Expression of prostanoid receptors in HT-29 cells. A RT-PCR analysis of EP1-4 receptor expression in serum-fed HT-29 cells. See methods section and table 1 for details. Note that the primer pair employed in this experiment detects all known EP3 splice variants. B Serum-starvation induces EP3 mRNA levels. HT-29 cells were either kept in serum or serum was removed for the indicated number of days. EP3 expression was determined as in A. RT-PCR for GAPDH was run in parallel to control for equal loading. C Expression and regulation of EP3 splice variants.

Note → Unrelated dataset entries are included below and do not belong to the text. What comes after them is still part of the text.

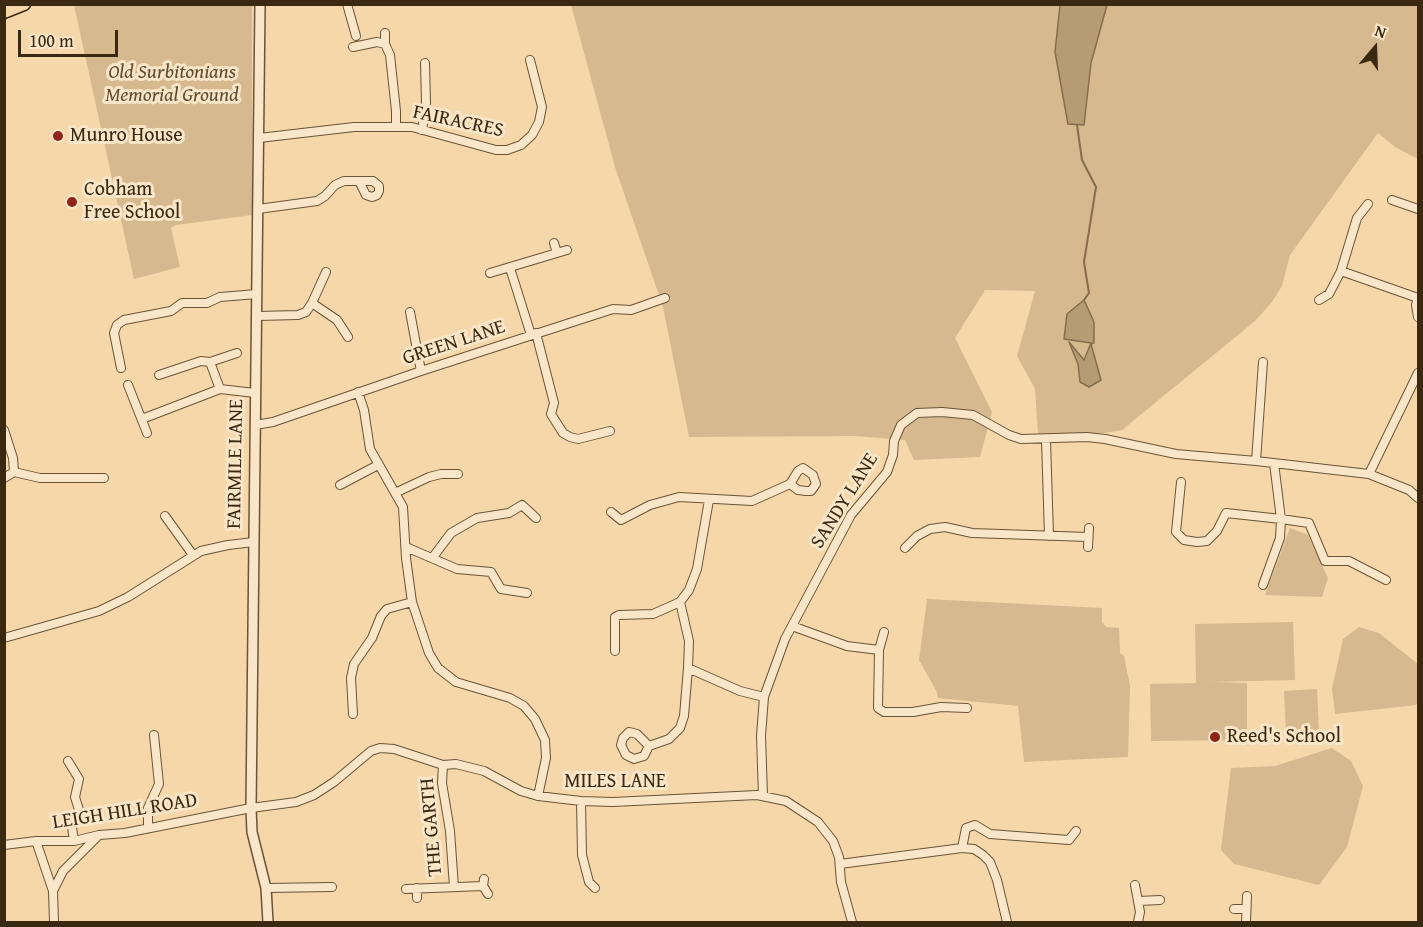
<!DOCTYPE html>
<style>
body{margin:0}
#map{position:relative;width:1423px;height:927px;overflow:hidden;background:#f6d7a9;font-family:"Gentium Book Plus",serif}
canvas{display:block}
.frame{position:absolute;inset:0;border:6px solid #3a2811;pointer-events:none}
.north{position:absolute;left:1345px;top:18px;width:60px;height:60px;-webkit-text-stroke:4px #f9e5c7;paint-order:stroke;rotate:19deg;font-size:16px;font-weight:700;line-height:24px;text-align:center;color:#3a2811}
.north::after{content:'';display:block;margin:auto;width:21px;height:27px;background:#3a2811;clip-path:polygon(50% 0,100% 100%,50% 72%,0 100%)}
.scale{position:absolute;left:18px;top:30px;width:100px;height:27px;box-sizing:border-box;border:3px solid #3a2811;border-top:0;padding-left:8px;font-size:18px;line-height:21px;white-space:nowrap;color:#3a2811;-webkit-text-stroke:4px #f9e5c7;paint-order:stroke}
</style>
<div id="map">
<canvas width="1423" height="927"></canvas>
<div class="frame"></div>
<div class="north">N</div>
<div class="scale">100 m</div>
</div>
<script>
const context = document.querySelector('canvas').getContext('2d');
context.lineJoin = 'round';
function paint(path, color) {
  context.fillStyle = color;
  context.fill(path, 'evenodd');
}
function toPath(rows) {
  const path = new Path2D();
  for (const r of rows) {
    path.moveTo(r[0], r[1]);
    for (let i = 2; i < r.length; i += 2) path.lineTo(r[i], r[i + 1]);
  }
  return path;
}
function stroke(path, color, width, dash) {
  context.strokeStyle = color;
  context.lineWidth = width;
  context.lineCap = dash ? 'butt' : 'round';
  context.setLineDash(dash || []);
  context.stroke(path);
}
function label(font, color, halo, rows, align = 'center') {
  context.font = font + ' "Gentium Book Plus",serif';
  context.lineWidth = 6;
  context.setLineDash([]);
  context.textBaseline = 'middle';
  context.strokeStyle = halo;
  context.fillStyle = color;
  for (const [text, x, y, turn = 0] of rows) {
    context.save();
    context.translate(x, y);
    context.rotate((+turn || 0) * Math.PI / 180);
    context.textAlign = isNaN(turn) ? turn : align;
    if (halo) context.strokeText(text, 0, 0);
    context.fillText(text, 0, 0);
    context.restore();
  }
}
paint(toPath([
 [1032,4,1036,6,1037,4,1418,5,1418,159,1395,147,1378,133,1290,255,1282,286,1272,302,1255,321,1122,430,1105,433,1038,434,1035,389,1017,356,1035,291,985,290,955,338,992,412,980,457,914,460,905,440,854,436,689,437,663,307,615,167,571,5],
 [74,5,252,5,252,215,176,225,171,228,180,267,134,279],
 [1290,528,1308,535,1328,578,1322,597,1265,595],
 [927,599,1102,608,1102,622,1106,627,1119,628,1120,653,1124,656,1130,686,1128,757,1024,762,1018,706,938,698,937,692,919,660],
 [1293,622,1295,680,1210,682,1247,683,1247,740,1151,741,1150,684,1196,683,1195,624],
 [1359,627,1379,633,1418,664,1418,701,1416,705,1335,714,1332,689,1343,639],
 [1317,689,1319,732,1286,734,1284,691],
 [1332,748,1351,761,1363,786,1347,847,1319,885,1234,864,1221,850,1231,768,1275,766]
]), '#d6b98f');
const water = toPath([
 [1060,5,1107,5,1091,63,1084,125,1068,124,1055,52,1060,5],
 [1084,300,1094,322,1094,343,1091,344,1101,380,1089,387,1080,382,1078,364,1069,342,1084,360,1091,343,1064,339,1067,314,1084,300]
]);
paint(water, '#b69c75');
stroke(water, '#846e4d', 1.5);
stroke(toPath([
 [1077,125,1082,160,1096,187,1084,262,1089,293,1084,300]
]), '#846e4d', 2);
const minor = toPath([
 [347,4,356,36],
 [385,33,385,44],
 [353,47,377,42,385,44,390,55,396,111,396,126],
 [422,130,426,103,425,63],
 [259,138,354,127,412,127,496,150,507,150,521,145,532,135,539,122,542,107,530,60],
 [1392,200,1418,209],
 [258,209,317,201,325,196,335,185,344,181,373,181,379,186,379,191,377,195,372,197,366,195,360,183],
 [554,243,557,253],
 [510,268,531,335],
 [1341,271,1418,298],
 [490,273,567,250],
 [1418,297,1416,305,1418,317],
 [1319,300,1329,294,1341,271,1357,218,1368,204],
 [312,303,337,320,348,337],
 [410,312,421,371],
 [257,316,298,315,306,312,312,303,326,272],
 [536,333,554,403,551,414,563,433,570,437,578,439,610,431],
 [121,368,114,333,117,325,124,320,171,311,182,303,207,303,220,297,257,294],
 [159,375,201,361,210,362],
 [128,385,147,433],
 [220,389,210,362,237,353],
 [358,392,364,410,370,449,403,507,406,558,412,602,429,653,438,668,456,682,510,698,524,706,535,719,545,740,546,758,538,796],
 [142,419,220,389,255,393],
 [255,425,273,422,421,371,613,309,631,310,665,298],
 [4,430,13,458,14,472],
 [1046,440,1049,536],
 [1256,461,1263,362],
 [1274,463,1281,519,1309,523,1325,561,1349,561,1386,580],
 [1369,474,1418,373],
 [4,478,14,472,40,478,104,478],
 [1181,482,1176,532,1184,540,1197,542,1207,541,1217,531,1226,513,1281,519,1280,538,1263,585],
 [340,485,378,465],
 [395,493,429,477,441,474,458,474],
 [709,500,697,569,689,590,680,602,689,641,688,668,740,691,764,697],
 [611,512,621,520,650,505,679,497,752,501,790,484,798,471,803,468,813,475,816,484,811,491,806,491,798,490,790,484],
 [165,516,193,555],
 [406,547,457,569,491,572,501,589,527,593],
 [1088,547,1089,528],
 [905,548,917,536,930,529,945,527,972,533,1088,537],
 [433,557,451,533,477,518,509,513,522,505,536,518],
 [792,626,847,646,879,650],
 [884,632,879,650,878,708,884,712,913,712,941,707,967,708],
 [4,638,99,611,128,597,201,551,228,545,254,542],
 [615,651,615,617,619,615,653,614,680,602],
 [353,714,351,678,354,664,372,638,381,616,387,609,412,602],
 [649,746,637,734,629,732,623,738,621,745,626,755,634,759,644,756,649,746,669,739,680,728,684,716,688,668],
 [68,761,79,779,75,797,80,813,72,827,74,841],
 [443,765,442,783,450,831,454,887],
 [763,796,761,736,764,697,785,639,851,515,887,472,893,455,894,441,901,425,917,413,942,412,973,415,1009,435,1021,439,1087,437,1105,439,1176,454,1256,461,1369,474,1409,490,1418,498],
 [581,801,582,855,589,882,595,888],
 [148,827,148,808,159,784,154,735],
 [36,841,53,891],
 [4,845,36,841,74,841,99,835,125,833,251,808,296,802,314,795,334,782,371,751,380,748,394,749,443,765,456,764,484,771,521,791,538,796,581,801,613,802,757,795,786,801,818,822,833,841,839,857,841,882,852,922],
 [962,848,966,828,975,825,990,834,1069,840,1076,831],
 [840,864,962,848,974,849,983,855,990,862,997,880,1007,922],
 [484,879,483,886,488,894],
 [1135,885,1140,912,1138,922],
 [266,888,332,887],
 [417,888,417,898],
 [406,889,483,886],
 [1139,901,1160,900],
 [1234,909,1246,909],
 [54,922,53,891,63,871,98,836],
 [1246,922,1247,896]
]);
const tertiary = toPath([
 [260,4,251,808,252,832,266,888,268,922]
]);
const primary = toPath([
 [4,12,24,4]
]);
stroke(minor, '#695437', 10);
stroke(tertiary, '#695437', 12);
stroke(primary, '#3a2811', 15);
stroke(minor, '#f9e5c7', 8);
stroke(tertiary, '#f9e5c7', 9);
stroke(primary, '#f6d7a9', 12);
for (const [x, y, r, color] of [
 [58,136,6,"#8f2418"],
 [72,202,6,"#8f2418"],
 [1215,737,6,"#8f2418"]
]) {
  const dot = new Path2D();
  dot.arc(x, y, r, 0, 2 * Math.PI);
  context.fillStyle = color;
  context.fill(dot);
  stroke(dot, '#f9e5c7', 2);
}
label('italic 20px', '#614c30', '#f9e5c7', [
 ["Old Surbitonians",172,73],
 ["Memorial Ground",172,96]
]);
label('20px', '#3a2811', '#f9e5c7', [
 ["FAIRACRES",458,122,12],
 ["GREEN LANE",454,343,-18],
 ["FAIRMILE LANE",236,464,-89],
 ["SANDY LANE",845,501,-58],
 ["MILES LANE",615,782],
 ["LEIGH HILL ROAD",125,812,-9],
 ["THE GARTH",432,827,-95]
]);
label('20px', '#3a2811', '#f9e5c7', [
 ["Munro House",70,136],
 ["Cobham",84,190],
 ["Free School",84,213],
 ["Reed's School",1227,737]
], 'left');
</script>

HT-29 cells were either kept in serum or deprived of serum for 24 h prior to performing RT-PCR on total RNA preparations. Primer pairs for individual EP3 splicing isoforms are listed in table 1. RT-PCR on total RNA from K562 cells was run as a control for EP3 isoform expression. As a further control HA-tagged EP3 subtype 3 was transfected into HT-29 cells prior to RT-PCR analysis. Note that EP3 subtypes 1–3 cannot be discriminated by use of different primer pairs but on the basis of the different size of the amplified fragments. A fragment amplified by the EP3 type 1/2/3 primer set of about 180 bp size that cannot be attributed to any known splice variant is marked by an asterisk. Control lane indicates an RT-PCR run using water as a template.

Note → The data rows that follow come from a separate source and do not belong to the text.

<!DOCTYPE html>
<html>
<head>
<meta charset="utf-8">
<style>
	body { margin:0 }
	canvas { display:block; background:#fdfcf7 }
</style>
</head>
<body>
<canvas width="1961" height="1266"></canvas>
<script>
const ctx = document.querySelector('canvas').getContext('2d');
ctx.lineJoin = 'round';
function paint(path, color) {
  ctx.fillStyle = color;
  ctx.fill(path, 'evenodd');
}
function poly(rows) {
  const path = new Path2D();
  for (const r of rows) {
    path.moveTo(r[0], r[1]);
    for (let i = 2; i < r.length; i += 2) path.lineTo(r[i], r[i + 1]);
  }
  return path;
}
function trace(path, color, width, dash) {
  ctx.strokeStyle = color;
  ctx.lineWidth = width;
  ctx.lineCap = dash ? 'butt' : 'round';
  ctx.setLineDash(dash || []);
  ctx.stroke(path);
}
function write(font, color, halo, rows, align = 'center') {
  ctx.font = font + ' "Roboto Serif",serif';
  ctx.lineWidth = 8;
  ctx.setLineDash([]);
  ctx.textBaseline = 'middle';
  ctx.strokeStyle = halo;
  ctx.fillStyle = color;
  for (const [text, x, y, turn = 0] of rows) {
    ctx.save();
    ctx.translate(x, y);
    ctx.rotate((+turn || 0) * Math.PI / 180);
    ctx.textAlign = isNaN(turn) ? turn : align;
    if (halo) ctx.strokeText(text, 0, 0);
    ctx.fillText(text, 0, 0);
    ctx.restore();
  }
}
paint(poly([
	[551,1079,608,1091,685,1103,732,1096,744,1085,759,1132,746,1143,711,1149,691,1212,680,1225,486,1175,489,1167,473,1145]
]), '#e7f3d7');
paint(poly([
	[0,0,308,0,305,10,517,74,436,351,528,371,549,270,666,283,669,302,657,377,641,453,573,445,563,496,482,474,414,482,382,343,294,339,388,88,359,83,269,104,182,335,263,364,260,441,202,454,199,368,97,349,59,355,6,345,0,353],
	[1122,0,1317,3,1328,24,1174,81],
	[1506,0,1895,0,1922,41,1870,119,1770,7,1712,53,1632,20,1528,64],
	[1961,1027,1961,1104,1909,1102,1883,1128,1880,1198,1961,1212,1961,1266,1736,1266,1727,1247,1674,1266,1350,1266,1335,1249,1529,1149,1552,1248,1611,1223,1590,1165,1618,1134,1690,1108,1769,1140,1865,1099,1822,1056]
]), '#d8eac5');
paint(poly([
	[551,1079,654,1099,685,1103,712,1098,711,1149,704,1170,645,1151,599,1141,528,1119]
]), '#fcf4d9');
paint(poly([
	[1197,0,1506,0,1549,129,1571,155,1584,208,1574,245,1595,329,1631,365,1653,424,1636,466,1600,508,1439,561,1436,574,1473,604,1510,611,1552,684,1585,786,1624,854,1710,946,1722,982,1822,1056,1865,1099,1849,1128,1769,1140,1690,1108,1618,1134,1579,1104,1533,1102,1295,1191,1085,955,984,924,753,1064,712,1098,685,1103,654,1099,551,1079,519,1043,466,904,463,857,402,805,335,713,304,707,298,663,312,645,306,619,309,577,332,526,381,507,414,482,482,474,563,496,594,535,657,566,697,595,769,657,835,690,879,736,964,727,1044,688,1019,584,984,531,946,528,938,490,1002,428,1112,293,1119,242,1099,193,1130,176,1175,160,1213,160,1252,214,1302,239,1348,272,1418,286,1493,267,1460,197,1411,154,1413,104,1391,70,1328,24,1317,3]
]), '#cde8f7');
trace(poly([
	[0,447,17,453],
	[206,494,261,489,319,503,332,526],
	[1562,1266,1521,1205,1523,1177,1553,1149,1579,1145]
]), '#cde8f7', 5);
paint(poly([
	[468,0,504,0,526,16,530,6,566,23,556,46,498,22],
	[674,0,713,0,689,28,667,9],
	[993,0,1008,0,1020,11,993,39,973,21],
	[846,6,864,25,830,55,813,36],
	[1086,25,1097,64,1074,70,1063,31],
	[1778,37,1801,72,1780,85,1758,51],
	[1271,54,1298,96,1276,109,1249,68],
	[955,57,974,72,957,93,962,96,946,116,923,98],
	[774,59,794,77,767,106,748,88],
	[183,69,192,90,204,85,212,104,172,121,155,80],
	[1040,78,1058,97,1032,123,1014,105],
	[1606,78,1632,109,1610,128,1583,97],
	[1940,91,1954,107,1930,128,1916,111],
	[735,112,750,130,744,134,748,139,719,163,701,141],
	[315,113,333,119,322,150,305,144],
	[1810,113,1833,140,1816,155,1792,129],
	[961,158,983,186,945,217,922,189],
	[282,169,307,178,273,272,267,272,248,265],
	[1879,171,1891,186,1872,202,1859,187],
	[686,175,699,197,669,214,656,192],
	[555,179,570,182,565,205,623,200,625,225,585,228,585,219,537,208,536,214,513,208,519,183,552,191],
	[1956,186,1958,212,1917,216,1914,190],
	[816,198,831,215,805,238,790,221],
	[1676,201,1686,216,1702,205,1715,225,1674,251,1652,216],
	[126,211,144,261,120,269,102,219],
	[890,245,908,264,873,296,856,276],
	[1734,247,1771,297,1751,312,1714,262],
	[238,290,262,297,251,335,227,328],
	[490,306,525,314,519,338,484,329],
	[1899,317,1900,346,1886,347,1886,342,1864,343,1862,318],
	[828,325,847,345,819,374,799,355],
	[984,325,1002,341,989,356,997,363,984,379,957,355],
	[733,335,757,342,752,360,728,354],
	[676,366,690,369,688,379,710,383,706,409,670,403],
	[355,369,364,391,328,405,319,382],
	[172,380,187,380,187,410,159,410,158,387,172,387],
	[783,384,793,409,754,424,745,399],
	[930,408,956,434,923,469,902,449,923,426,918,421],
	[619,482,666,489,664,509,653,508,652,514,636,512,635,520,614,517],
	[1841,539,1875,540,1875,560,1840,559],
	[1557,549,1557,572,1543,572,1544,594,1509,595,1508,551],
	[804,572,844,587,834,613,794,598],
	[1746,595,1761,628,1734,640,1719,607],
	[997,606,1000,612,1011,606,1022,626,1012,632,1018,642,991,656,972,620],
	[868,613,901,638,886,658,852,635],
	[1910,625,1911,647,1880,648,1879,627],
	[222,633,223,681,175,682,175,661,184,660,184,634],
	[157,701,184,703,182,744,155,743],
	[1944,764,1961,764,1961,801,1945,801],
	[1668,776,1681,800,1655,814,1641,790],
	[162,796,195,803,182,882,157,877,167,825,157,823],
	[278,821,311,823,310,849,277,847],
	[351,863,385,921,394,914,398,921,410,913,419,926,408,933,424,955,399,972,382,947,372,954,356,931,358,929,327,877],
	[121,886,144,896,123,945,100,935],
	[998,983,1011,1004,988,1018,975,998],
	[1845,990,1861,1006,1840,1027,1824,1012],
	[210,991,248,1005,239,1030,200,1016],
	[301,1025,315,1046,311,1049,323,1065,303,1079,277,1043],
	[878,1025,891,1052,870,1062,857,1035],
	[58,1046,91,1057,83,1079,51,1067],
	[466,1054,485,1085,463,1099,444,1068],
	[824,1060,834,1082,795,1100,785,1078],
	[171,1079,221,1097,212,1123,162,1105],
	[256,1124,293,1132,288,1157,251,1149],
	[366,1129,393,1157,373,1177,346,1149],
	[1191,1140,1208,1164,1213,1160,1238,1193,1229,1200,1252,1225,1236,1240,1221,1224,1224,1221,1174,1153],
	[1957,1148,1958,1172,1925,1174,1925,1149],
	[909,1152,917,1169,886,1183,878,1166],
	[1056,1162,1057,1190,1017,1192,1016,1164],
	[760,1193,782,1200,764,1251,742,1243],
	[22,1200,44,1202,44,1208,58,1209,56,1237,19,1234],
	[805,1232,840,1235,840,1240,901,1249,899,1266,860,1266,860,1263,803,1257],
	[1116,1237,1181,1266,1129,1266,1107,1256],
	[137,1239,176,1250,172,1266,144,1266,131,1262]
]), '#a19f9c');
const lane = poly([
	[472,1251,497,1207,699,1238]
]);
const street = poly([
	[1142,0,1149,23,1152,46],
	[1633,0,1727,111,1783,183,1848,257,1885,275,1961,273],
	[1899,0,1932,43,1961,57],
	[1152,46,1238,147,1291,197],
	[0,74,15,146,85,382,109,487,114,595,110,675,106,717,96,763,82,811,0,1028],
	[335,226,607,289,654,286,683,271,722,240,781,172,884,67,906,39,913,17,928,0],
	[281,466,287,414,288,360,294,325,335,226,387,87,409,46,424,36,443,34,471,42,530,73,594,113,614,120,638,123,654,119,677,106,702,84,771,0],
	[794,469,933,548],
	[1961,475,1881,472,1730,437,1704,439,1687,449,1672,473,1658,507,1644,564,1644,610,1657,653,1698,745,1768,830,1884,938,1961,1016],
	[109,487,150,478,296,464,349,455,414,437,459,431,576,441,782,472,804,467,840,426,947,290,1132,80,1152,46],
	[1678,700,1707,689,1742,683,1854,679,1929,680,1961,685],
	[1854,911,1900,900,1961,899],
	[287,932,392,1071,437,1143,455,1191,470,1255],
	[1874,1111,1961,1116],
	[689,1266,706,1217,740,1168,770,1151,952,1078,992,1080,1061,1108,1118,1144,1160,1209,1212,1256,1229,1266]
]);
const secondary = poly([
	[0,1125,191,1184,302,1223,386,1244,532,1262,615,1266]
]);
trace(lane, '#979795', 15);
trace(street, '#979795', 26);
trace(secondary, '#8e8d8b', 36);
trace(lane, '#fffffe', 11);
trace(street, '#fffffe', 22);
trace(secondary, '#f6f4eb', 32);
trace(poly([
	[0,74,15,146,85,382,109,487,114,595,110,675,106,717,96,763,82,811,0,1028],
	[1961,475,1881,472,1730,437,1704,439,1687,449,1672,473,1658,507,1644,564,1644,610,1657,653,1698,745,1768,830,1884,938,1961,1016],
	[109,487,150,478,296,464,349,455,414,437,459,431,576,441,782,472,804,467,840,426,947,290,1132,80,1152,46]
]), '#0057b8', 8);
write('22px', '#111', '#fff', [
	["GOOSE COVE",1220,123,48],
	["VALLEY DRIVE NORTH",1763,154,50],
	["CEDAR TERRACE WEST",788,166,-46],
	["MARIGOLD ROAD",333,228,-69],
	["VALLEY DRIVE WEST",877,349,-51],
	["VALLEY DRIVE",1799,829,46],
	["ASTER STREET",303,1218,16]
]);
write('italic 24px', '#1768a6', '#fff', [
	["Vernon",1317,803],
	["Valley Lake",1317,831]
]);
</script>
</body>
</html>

Concentration-dependent induction of DNA synthesis by PGE2 in CRC cell lines. A HT-29, Caco-2, Lovo and SW480 cells were seeded in 24-well plates, deprived of serum overnight and challenged with 10% FCS or the indicated doses of PGE2 for further 3 days. Proliferation was scored by [³H]-thymidine incorporation into cellular DNA. Data are mean ± S.E.M. of counts per minute (normalized values to average of control) of tetraplicates of three independent experiments. B Time response of PGE2-induced DNA synthesis. Serum-starved cells were exposed to 10 nM PGE2 for various days and [³H]-thymidine incorporation was monitored and plotted as in A. A more prolonged time response is shown for HT-29 cells in the right panel. Two further experiments yielded similar results. C PGE2-dependent cell proliferation scored by automatic cell counting. Serum-starved HT-29 cells were challenged with varying doses of PGE2 for 7 days and subjected to automatic cell counting as described in the experimental section. Data are mean ± S.E.M. of cells/well of 4 experiments with triplicate measurements. D COX-2 inhibition does not affect PGE2 induced cell proliferation. Serum-starved HT-29 cells were challenged with 10 nM PGE2 or 10% FCS alone or in combination with 10 μM NS398. 4 days later DNA synthesis was assessed as before. Two-sample comparisons (all vs. control) were performed with Student's t test. P values ***P < 0,001, **P < 0,01, *P < 0,05.